-- Given data follows --

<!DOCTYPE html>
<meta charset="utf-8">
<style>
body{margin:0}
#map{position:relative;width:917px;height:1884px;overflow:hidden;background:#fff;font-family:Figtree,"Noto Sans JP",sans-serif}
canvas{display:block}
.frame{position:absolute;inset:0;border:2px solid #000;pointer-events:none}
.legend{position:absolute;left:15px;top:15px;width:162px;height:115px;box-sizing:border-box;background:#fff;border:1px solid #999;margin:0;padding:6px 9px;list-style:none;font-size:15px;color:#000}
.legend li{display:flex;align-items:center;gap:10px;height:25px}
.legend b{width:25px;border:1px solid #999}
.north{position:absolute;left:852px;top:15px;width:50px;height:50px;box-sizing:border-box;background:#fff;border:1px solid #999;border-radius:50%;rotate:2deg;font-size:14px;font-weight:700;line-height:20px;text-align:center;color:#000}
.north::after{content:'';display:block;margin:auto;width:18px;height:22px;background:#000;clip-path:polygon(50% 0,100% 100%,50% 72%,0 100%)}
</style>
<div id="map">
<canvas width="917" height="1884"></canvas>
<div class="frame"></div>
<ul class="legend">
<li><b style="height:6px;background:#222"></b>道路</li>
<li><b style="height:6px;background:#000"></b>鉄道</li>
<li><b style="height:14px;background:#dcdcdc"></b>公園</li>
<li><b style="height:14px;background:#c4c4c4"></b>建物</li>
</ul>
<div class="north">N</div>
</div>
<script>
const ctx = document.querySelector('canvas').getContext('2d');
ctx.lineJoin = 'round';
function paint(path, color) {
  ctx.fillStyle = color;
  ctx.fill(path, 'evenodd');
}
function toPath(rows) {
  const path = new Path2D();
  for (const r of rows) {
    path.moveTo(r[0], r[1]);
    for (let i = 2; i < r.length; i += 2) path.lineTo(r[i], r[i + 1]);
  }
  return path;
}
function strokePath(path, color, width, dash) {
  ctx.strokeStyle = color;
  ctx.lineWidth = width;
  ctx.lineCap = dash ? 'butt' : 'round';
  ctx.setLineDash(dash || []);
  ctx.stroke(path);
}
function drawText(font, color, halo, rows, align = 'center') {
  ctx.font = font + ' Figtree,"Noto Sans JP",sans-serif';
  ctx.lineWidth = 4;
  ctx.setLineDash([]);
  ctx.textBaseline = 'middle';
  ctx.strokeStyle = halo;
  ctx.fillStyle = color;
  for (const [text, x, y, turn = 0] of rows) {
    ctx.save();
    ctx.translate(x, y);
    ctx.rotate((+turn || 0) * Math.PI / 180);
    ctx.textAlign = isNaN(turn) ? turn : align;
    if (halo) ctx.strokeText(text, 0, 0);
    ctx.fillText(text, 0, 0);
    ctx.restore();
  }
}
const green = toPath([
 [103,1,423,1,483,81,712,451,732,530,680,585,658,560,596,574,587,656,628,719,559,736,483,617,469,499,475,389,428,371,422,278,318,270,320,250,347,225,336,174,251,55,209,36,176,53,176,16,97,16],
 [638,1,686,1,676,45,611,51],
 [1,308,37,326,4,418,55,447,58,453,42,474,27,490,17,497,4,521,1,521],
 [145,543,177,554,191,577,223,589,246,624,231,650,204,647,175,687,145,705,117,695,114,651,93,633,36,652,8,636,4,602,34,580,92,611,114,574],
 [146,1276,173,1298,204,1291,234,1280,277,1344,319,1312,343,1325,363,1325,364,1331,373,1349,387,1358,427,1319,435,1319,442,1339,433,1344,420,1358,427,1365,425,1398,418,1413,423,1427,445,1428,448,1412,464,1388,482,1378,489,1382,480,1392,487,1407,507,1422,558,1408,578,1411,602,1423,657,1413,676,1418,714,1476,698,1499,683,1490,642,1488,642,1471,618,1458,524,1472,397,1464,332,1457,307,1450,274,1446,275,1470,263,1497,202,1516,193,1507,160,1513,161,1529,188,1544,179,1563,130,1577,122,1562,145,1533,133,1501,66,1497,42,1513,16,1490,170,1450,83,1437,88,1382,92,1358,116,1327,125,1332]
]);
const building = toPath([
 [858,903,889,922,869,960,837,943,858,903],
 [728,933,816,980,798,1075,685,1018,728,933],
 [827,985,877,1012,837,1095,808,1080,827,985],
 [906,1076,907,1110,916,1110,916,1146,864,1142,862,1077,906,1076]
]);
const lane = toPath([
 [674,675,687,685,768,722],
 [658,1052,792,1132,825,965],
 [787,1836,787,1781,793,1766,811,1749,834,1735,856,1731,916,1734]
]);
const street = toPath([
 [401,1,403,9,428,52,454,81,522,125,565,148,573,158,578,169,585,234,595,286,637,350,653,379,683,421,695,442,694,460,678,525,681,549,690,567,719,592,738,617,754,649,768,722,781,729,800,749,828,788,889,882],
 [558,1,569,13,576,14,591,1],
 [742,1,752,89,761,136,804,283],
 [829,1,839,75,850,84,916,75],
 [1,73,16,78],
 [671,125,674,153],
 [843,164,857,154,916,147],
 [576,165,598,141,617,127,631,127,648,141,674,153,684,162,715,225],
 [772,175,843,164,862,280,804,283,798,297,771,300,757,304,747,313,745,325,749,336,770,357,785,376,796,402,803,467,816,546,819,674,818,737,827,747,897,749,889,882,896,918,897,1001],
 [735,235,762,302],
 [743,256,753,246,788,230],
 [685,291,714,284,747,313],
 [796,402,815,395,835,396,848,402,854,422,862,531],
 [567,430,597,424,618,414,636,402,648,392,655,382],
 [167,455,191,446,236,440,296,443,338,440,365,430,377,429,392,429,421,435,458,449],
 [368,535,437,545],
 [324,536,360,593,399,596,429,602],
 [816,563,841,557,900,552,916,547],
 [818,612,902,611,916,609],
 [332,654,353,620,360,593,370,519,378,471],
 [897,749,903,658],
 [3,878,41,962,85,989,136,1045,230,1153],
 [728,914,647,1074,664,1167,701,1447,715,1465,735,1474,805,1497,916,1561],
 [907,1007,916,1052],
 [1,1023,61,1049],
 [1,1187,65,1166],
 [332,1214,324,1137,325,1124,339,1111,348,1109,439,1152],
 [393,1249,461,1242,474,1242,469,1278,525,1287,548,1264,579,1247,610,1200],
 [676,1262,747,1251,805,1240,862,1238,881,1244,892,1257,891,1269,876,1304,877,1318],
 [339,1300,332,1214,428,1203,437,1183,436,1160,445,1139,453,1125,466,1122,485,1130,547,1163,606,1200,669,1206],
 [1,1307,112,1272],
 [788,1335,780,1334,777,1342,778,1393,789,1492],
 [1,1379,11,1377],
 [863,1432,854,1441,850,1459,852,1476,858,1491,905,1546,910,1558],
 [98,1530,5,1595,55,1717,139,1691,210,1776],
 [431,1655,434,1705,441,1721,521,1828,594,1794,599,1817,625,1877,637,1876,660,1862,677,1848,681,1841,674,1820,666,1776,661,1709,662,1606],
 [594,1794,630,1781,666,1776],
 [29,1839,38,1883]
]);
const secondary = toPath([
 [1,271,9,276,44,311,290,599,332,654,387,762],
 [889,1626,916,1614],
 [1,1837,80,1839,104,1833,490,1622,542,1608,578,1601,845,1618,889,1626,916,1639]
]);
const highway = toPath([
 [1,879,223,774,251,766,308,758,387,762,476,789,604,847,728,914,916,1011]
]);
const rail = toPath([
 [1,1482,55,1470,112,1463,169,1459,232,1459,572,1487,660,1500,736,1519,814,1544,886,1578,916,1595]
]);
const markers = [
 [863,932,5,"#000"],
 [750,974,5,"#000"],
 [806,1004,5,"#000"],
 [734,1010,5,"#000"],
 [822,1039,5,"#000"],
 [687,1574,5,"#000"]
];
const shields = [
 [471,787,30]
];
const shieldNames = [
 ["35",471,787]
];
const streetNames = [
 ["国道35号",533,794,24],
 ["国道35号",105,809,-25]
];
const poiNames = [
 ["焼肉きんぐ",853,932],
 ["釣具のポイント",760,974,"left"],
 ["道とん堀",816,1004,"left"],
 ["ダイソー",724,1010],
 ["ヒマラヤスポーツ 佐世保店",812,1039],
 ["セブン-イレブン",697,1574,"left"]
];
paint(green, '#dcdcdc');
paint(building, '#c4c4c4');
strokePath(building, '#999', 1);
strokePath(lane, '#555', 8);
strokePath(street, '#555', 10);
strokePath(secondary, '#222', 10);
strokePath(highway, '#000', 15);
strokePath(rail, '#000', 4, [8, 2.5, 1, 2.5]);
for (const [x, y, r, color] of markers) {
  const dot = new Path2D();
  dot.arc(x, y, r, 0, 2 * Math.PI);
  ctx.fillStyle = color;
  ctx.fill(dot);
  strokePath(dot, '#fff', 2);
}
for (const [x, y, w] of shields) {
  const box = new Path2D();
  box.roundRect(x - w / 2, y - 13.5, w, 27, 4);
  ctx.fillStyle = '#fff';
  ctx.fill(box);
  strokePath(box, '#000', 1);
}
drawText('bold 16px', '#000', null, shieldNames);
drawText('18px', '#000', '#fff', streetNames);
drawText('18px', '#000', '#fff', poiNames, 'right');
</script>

-- Given data concluded --

== Required action ==
Your answer must be the line containing "ctx.fill(box);" through the last line above, copied exactly, with nothing added.

== Finished task ==
  ctx.fill(box);
  strokePath(box, '#000', 1);
}
drawText('bold 16px', '#000', null, shieldNames);
drawText('18px', '#000', '#fff', streetNames);
drawText('18px', '#000', '#fff', poiNames, 'right');
</script>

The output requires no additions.